Empire is characterized fundamentally by a lack of boundaries: Empire's rule has no limits . . . The concept of Empire posits a regime that effectively encompasses the spatial totality, or really that rules over the entire 'civilized' world. (ibid.: xiv)
Empire is a smooth space across which subjectivities glide without substantial resistance or conflict; (ibid.: 198)
Likewise, they differentiate Empire from previous imperial structures with a single sovereign centre of power (such as Rome or London):
Empire establishes no territorial center of power and does not rely on fixed boundaries or barriers; (ibid.: xii)
Empire can only be conceived as a universal republic, a network of powers and counterpowers structured in a boundless and inclusive architecture; (ibid.: 166)
Empire is an ou-topia, or really a non-place; (ibid.: 190)
Hardt and Negri liken Empire to traditional imperialism, however, for its attempts to reterritorialize all constituent components with a uniform identity:
Sovereignty has taken a new form, composed of a series of national and supranational organisms united under a single logic of rule. This new global form of sovereignty is what we call Empire. (ibid.: xii)
Empire is ... a global concert under the direction of a single conductor, a unitary power that maintains the social peace and produces its ethical truths; (ibid.: 10)
Similarly, Hardt and Negri argue that Empire presents itself, like the empires described by Thucydides, Tacitus and Machiavelli, as a self-validating, conflict resolution mechanism:
Empire is formed not on the basis of force itself but on the basis of the capacity to present force as being in the service of right and peace. All interventions of the imperial armies are solicited by one or more of the parties involved in an already existing conflict. Empire is not born of its own will but rather it is called into being and constituted on the basis of its capacity to resolve conflicts. (ibid.: 15)
Thus, Empire lacks both a centre and an 'outside,' but seeks to perpetuate itself by imposing a homogeneous identity on all members in return for a conflict-free environment. Just this brief cross-section of descriptions, however, demonstrates that Hardt and Negri's definition of Empire can be as fluid and self-contradictory as the concept it proposes. How is Empire at once an unreal "ou-topia/non-place" and a very real "universal republic" that "rules" through the "interventions of the imperial armies?" How does a "network of powers and counterpowers" reconcile its internal differences to produce "national and supranational organisms" which seamlessly become one "unitary power?"

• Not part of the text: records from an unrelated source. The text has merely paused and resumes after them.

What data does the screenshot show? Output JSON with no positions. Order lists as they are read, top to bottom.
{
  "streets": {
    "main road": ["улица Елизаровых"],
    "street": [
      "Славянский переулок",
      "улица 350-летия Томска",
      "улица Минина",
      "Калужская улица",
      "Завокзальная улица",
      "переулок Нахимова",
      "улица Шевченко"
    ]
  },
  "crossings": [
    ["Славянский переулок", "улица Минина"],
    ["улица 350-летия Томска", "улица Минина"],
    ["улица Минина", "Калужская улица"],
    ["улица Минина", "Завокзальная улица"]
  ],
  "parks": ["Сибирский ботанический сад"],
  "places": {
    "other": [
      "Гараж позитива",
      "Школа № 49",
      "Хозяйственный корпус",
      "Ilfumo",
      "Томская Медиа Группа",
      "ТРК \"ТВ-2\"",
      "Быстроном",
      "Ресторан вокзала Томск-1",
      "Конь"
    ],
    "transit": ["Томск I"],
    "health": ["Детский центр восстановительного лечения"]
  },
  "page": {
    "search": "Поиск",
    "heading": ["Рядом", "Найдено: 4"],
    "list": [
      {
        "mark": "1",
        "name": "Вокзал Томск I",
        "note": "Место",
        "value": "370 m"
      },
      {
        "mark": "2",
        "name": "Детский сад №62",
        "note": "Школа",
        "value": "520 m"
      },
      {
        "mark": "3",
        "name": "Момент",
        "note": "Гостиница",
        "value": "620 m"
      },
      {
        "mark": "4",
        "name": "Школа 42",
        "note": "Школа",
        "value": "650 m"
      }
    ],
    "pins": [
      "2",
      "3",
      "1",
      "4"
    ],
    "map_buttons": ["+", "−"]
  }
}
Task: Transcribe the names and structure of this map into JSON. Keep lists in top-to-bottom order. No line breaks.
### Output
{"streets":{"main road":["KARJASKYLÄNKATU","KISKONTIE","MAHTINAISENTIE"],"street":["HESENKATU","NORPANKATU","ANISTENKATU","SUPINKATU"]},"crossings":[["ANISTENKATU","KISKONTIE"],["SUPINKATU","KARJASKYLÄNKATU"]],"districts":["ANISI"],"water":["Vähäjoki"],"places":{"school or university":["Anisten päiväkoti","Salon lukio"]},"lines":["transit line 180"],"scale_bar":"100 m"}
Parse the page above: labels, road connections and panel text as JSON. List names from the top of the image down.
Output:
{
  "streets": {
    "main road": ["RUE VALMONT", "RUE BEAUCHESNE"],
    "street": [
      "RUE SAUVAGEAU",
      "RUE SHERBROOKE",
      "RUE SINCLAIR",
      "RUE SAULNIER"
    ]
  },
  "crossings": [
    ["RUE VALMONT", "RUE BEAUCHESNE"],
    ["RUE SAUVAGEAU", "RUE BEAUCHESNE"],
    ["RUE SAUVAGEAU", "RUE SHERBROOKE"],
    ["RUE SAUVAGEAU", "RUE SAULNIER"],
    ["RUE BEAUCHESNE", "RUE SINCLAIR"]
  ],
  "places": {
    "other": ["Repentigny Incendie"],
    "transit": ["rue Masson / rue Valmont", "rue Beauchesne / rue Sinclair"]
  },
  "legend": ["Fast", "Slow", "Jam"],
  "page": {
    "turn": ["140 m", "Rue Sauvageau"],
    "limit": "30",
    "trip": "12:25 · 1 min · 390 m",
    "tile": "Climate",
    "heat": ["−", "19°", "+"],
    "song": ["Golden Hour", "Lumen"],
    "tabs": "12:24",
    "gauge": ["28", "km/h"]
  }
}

This is not to suggest that Hardt and Negri have set out to intentionally or carelessly mislead readers. Empire is a densely argued and complex work. Hardt and Negri's, however, seem to have forgotten Aldous Huxley's maxim that several definitions (like excuses) are less convincing then one. (It has nevertheless allowed them a degree of flexibility in dealing with critical responses to the text. See, for example, Hardt & Negri 2003). To gain a clearer picture of Empire, it is necessary to turn to its main themes: the global market, globalisation, sovereignty, disciplinary society and society of control, biopower, immaterial labour and the multitude.
As mentioned earlier, Hardt and Negri suggest several fundamental trends in post-modernity that support the existence of Empire: the international liberalisation of production and exchange leading to a world market, shrinking gaps between the 'First' and 'Third' worlds combined with declining state sovereignty, and the shift from a disciplinary society to a society of control based on the new biopolitics. None of these apparent developments are particularly unique to Empire. Hardt and Negri, however, use their unique fusion of U.S. post-modernism and continental radicalism to bring a fresh perspective to these unfolding events.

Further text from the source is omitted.